= Tariq Goddard =

British novelist and publisher (born 1975)

Tariq Goddard (born 1975) is a British novelist and publisher. He has written seven novels, the first of which Homage to a Firing Squad, was short-listed for the Whitbread Book Award for First Novel. He founded, and was the publisher of the independent publishing companies Zero Books and Repeater Books.

==Life and career==
Goddard was born in London and read philosophy at King's College, London, and Continental Philosophy at the University of Warwick and the University of Surrey. In 2002 his first novel, Homage to a Firing Squad, was nominated for the Whitbread (Costa) Book Award for First Novel. It was also nominated for the Bollinger Everyman Wodehouse Prize literary award for comic literature. He was included as one of Waterstones' 'Faces of the Future' and the novel, whose film rights where sold, was listed as one of The Observers Four Debuts of the year.

In 2003 his second novel, Dynamo, was cited as one of the ten best sports novels of all time by The Observer Sports Magazine. The Morning Rides Behind Us, his third novel, was released in 2005, and short-listed for the Commonwealth Writers Prize for Fiction. In 2010 The Picture of Contented New Wealth, his fourth novel, won The Independent Publishers Award for Horror Writing and he was awarded a development grant by The Royal Literary Fund. The Message, published in 2011 and set in a fictional African state, received Silver at the 2012 Independent Publishers Award for Literary Fiction. His sixth novel Nature and Necessity was published in 2017. The Repeater Book of the Occult, edited by Tariq Goddard and “horror philosopher” Eugene Thacker, was published in 2021. His seventh novel High John the Conqueror was published in 2022.

In 2007 Goddard founded Zer0 Books in collaboration with Mark Fisher with the intention of publishing works that were "intellectual without being academic, and popular without being populist". Amongst others, Zer0 published bestselling works by Fisher, Eugene Thacker and Owen Hatherley. He was the Publisher for Zero Books from 2007-2014 and again from 2021-2024.

In 2014 he and his co-founders left Zero Books and started Repeater Books.

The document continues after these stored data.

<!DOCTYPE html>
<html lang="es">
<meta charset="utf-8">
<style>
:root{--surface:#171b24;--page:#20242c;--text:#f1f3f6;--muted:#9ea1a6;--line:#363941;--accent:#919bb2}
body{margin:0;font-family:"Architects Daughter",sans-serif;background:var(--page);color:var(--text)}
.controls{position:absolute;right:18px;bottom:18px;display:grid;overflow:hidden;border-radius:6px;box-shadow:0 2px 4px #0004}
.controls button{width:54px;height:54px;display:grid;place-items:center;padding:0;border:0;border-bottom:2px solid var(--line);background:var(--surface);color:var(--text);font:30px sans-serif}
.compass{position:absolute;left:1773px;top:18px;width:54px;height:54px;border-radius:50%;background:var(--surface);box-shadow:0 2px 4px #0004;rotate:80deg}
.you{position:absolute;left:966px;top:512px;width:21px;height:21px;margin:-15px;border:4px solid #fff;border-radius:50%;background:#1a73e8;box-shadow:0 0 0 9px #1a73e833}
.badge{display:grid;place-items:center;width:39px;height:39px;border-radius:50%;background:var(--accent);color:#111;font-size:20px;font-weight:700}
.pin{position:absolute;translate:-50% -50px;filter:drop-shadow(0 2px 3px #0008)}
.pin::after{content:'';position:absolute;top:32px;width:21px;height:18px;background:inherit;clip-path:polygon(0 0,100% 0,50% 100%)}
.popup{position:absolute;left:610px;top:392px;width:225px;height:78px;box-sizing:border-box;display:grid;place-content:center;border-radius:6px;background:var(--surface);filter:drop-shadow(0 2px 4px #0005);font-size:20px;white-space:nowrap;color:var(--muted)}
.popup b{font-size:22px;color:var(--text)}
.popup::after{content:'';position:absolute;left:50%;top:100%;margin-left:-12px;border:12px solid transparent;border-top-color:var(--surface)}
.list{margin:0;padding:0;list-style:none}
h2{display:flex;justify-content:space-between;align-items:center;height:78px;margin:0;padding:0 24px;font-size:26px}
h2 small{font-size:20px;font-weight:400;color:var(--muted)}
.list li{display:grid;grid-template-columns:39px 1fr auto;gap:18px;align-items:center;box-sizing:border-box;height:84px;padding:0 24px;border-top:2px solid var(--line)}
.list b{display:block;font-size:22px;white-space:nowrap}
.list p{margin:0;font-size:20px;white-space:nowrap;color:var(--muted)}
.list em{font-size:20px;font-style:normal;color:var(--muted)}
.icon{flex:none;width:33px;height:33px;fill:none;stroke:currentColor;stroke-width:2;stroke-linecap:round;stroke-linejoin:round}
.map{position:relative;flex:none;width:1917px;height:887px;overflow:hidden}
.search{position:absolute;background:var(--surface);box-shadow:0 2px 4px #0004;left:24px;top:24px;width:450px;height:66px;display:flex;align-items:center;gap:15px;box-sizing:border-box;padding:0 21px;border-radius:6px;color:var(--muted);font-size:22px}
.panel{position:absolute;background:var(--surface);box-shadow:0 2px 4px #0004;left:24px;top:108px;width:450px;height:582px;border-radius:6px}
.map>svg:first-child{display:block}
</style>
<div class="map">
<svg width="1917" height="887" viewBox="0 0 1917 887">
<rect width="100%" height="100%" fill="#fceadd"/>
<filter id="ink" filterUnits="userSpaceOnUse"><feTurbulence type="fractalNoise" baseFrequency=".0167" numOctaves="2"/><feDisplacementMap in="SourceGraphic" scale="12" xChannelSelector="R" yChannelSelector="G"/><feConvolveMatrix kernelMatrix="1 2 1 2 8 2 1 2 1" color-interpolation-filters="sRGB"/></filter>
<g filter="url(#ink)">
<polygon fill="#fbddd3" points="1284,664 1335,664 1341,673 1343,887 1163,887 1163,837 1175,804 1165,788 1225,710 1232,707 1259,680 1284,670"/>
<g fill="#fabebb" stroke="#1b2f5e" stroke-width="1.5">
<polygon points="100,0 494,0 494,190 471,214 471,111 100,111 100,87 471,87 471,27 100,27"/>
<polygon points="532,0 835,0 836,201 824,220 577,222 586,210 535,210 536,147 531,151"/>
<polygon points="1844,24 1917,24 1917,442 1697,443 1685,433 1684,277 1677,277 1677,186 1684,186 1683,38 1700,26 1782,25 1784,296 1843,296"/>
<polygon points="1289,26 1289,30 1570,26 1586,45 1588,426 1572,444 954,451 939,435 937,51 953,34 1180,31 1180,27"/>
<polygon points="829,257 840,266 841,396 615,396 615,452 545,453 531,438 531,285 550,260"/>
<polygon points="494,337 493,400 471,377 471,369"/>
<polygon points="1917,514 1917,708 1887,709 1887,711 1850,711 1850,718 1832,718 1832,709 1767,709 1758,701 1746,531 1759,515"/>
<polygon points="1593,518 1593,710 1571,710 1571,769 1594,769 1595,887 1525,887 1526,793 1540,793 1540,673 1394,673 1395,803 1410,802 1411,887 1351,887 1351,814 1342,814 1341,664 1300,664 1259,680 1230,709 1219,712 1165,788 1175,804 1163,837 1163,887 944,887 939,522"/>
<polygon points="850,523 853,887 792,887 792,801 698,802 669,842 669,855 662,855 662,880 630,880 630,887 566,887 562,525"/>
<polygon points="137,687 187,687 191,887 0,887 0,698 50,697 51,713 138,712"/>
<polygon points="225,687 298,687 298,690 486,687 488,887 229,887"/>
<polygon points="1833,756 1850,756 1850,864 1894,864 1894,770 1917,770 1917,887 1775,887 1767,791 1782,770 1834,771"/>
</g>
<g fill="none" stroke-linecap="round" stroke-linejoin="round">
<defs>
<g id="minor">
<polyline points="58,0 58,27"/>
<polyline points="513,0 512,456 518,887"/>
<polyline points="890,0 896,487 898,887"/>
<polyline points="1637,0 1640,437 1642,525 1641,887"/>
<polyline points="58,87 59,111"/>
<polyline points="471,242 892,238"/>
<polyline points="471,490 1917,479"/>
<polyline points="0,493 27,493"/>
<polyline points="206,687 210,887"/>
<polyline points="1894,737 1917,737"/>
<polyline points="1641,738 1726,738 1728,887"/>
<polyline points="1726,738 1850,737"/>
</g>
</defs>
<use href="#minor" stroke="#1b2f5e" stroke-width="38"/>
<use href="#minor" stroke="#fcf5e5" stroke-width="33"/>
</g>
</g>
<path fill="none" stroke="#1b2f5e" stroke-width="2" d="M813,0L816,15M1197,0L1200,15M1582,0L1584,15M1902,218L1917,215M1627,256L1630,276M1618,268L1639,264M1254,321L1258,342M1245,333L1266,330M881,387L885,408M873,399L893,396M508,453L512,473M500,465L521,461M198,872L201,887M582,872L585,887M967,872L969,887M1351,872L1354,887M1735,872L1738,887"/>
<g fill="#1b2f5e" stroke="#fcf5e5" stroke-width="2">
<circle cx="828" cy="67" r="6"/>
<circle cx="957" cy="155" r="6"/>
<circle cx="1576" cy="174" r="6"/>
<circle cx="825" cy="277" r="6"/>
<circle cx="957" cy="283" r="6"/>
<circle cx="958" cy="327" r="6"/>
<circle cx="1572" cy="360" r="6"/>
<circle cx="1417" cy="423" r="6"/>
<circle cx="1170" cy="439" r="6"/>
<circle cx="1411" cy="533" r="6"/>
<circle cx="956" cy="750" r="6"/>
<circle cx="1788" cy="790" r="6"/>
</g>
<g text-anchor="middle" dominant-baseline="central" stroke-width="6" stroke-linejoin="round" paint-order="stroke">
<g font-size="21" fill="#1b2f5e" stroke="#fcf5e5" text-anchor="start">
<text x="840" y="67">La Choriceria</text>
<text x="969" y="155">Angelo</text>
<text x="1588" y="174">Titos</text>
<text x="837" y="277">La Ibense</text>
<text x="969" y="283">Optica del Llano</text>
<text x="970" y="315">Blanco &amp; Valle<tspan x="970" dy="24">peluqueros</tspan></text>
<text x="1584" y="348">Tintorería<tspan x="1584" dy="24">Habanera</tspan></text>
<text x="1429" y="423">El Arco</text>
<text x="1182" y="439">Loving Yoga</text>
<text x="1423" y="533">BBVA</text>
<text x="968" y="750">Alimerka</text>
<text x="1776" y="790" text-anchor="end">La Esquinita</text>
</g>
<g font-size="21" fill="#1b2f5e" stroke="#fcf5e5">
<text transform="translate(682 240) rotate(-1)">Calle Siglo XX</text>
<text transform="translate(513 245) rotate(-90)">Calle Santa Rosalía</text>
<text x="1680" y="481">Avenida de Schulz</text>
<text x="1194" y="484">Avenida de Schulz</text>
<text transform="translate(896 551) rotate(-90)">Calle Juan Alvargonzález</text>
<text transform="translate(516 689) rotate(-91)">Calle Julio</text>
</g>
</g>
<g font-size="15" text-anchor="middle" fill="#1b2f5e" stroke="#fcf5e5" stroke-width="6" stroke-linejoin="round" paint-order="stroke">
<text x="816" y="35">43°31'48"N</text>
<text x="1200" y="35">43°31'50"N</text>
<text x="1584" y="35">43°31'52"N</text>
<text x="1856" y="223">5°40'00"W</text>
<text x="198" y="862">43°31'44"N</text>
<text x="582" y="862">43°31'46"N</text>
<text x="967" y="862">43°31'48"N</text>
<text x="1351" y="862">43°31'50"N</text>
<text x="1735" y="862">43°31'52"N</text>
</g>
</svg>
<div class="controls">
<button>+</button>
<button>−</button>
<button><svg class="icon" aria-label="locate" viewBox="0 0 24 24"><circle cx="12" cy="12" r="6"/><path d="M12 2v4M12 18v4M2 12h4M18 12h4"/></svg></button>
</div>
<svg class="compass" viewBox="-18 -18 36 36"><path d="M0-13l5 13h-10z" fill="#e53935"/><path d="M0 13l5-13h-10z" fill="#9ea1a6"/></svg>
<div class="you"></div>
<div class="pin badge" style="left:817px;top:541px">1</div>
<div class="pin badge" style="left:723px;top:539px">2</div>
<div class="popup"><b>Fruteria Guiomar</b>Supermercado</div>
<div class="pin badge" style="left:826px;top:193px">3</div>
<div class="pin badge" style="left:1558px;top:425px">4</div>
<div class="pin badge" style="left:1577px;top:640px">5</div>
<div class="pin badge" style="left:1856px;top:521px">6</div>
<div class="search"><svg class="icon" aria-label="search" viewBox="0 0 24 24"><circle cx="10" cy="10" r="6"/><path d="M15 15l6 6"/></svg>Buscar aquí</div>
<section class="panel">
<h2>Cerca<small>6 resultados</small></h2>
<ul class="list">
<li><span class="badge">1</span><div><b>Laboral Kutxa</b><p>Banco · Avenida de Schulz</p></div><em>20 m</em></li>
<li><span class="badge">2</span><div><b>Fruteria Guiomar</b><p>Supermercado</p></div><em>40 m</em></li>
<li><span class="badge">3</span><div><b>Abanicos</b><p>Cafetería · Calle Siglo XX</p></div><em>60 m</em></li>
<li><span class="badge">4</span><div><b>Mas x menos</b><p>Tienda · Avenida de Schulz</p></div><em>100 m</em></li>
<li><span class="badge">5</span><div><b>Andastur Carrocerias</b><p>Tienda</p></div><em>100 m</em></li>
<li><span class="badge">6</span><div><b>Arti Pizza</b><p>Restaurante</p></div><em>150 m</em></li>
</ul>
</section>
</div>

The brand's strapline “we’re alive and we don’t agree” is taken from the imprint’s mission statement, which described the imprint’s aim to gather together isolated voices from across the political left and the counterculture in every sphere and genre. Goddard left Repeater Books and Zero Books in 2024, stating that "Repeater and Zero Books are publishing imprints that have become a culture. That culture will endure longer than the individuals that helped bring it about, and although I will be leaving the imprints, it is impossible to leave what they have created."

Goddard is also a frequent contributor to The Quietus, writing reviews of artists such as Grinderman and Current 93, editorial tributes to the singers Shane MacGowan and Mark Stewart, and on the importance of music journalism. He was shortlisted for the 2020 IMJA Music Journalism Award.

He lives on a farm in Wiltshire with his wife and has three children.

==Bibliography==

- Homage to a Firing Squad. Sceptre Books, 2003. ISBN 978-0340821473.
- Dynamo. Sceptre Books, 2004. ISBN 978-0340821497.
- The Morning Rides Behind Us. Sceptre Books, 2006. ISBN 978-0340832028.
- The Message. Zero Books, 2011. ISBN 978-1846948794.
- The Picture of Contented New Wealth: A Metaphysical Horror. Zero Books, 2009. ISBN 978-1846942709.
- Nature and Necessity. Repeater Books, 2017. ISBN 978-1910924440.
- The Repeater Book of the Occult. Edited with Eugene Thacker. Repeater Books, 2021. ISBN 978-1913462079.
- The Repeater Book of Heroism. Edited with Alex Niven. Repeater Books, 2022. ISBN 978-1914420023.
- High John the Conqueror. Repeater Books, 2022. ISBN 978-1914420306.